Stückentwicklung mit Menschen aus Karlsruhe und Umgebung

URAUFFÜHRUNG 
Wir weisen Sie darauf hin, dass während der Vorstellung über einen längeren Zeitraum intensive Lichtblitze durch Stroboskope eingesetzt werden.

Dauer: 1h 15

WIEDERAUFNAHME | ZUM LETZTEN MAL
01.11.2018 KLEINES HAUS

Trailer zu RADIKALE AKTE

„Ich glaube, dass jeder heutzutage definitiv gleich behandelt werden sollte.“ Was die Aktionskünstlerin Mascha Alechina von Pussy Riot postuliert, klingt selbstverständlich – und birgt doch eine Radikalität, ohne die der Weg zur Gleichberechtigung nicht denkbar gewesen wäre. Wichtige Vorkämpferinnen der feministischen Bewegung finden sich auch in der Karlsruher Geschichte. Im 19. Jahrhundert gründeten Karlsruherinnen mehrere Frauenvereine, um aus der Beschränkung von Heim und Herd auszubrechen. Das erste deutsche Mädchengymnasium wurde in Karlsruhe eröffnet – ein Meilenstein in Sachen Bildungsgerechtigkeit. Das Wahlrecht für Frauen in Deutschland wird im November 100 Jahre alt. In unserem Grundgesetz steht „Männer und Frauen sind gleichberechtigt.“ Doch wie weit ist es damit her? Brauchen wir wieder radikale Akte, die Änderungen herbeiführen? Frauen, die Nein sagen und Dinge anders als erwartet oder verlangt tun?

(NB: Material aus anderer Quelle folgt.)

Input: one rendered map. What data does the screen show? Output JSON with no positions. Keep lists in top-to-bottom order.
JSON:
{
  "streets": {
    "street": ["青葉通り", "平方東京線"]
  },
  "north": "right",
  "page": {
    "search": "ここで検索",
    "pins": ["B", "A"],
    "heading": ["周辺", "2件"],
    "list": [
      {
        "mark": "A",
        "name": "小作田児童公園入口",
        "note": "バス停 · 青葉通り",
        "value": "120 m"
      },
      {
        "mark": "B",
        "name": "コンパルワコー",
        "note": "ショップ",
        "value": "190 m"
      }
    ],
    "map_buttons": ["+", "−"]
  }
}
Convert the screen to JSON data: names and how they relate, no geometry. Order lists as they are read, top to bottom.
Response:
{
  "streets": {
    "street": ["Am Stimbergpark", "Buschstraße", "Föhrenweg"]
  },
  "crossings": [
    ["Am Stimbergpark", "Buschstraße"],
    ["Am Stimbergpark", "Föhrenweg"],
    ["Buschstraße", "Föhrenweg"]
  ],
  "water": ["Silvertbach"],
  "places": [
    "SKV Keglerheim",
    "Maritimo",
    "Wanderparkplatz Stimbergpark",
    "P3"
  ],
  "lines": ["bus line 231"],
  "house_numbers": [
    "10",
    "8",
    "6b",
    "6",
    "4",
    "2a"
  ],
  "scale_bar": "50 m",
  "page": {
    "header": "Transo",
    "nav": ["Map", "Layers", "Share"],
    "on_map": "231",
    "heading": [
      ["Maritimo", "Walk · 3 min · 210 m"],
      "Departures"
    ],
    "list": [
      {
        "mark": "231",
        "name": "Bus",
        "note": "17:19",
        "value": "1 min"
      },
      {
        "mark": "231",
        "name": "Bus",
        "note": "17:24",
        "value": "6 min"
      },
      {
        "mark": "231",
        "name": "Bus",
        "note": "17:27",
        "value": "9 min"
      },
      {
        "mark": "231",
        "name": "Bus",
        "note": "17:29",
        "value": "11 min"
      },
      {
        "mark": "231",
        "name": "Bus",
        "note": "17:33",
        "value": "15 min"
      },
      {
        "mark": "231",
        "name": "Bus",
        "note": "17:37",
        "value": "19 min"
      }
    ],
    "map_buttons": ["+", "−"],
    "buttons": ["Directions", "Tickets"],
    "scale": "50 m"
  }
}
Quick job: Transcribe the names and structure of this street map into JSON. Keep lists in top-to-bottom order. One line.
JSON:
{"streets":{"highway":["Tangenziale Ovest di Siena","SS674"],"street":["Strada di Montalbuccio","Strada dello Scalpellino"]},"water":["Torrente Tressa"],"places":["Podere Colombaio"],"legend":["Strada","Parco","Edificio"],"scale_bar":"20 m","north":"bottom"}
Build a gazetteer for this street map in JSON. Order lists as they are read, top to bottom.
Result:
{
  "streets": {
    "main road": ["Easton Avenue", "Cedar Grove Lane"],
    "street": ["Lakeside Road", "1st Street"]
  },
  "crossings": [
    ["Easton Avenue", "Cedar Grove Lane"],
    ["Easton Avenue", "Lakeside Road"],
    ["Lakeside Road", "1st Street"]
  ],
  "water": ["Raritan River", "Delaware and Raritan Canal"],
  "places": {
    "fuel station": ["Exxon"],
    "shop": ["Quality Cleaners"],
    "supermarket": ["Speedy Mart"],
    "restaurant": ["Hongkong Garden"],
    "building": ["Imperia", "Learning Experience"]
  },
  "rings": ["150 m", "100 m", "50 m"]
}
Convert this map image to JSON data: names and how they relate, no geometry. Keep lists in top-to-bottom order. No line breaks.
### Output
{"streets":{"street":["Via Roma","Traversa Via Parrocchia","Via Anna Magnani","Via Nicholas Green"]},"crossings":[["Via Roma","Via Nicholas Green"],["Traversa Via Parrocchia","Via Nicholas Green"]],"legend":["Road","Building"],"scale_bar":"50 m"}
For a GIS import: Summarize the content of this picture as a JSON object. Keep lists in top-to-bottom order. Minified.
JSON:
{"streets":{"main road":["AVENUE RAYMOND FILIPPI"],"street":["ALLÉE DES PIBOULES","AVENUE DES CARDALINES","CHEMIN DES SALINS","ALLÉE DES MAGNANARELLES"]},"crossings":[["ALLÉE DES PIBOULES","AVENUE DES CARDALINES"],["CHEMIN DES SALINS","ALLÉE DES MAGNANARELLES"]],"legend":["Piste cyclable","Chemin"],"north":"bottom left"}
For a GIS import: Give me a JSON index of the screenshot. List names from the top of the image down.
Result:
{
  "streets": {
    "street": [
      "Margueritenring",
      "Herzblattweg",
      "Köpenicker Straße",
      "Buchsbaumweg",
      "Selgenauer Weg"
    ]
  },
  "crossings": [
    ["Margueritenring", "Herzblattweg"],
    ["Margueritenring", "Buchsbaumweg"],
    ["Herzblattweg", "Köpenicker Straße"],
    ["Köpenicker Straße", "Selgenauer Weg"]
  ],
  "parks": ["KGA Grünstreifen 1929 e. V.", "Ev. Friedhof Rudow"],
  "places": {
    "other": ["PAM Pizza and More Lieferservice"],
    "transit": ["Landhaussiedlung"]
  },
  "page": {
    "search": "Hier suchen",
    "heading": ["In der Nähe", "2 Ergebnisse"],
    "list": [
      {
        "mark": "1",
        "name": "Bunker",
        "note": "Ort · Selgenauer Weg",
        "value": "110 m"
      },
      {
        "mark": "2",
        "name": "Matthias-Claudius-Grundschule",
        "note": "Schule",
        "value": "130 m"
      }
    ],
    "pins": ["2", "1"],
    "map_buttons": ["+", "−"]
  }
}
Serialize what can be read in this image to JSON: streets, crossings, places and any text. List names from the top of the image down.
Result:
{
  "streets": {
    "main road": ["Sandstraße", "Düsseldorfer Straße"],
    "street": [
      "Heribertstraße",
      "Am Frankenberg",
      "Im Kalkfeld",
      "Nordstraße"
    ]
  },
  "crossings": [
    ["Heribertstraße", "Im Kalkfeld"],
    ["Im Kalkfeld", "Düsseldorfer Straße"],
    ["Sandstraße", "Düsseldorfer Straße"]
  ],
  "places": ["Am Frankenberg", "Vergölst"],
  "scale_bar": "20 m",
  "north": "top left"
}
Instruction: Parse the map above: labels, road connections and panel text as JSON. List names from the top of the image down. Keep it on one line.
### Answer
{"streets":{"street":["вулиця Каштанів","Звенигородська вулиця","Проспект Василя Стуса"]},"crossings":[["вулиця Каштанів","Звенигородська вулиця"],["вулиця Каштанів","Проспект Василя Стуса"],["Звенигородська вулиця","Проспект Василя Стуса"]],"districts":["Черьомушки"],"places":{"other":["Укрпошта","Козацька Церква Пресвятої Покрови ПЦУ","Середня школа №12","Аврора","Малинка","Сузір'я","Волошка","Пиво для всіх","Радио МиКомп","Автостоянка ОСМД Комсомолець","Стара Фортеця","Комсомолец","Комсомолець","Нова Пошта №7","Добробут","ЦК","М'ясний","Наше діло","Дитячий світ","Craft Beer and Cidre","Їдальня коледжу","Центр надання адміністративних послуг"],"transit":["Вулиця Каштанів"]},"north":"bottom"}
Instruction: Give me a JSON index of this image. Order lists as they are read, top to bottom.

Gehen Sie gemeinsam mit Regisseurin Mizgin Bilmen, der Autorin Gerhild Steinbuch und einem Ensemble von 18 Karlsruherinnen auf eine Reise von historischen Ereignissen, die in Karlsruhe stattfanden und zur Gleichberechtigung beitrugen, hin zur aktuellen, postfeministischen Wirklichkeit vor Ort – mit dokumentarischem Material und Interviews der Mitwirkenden.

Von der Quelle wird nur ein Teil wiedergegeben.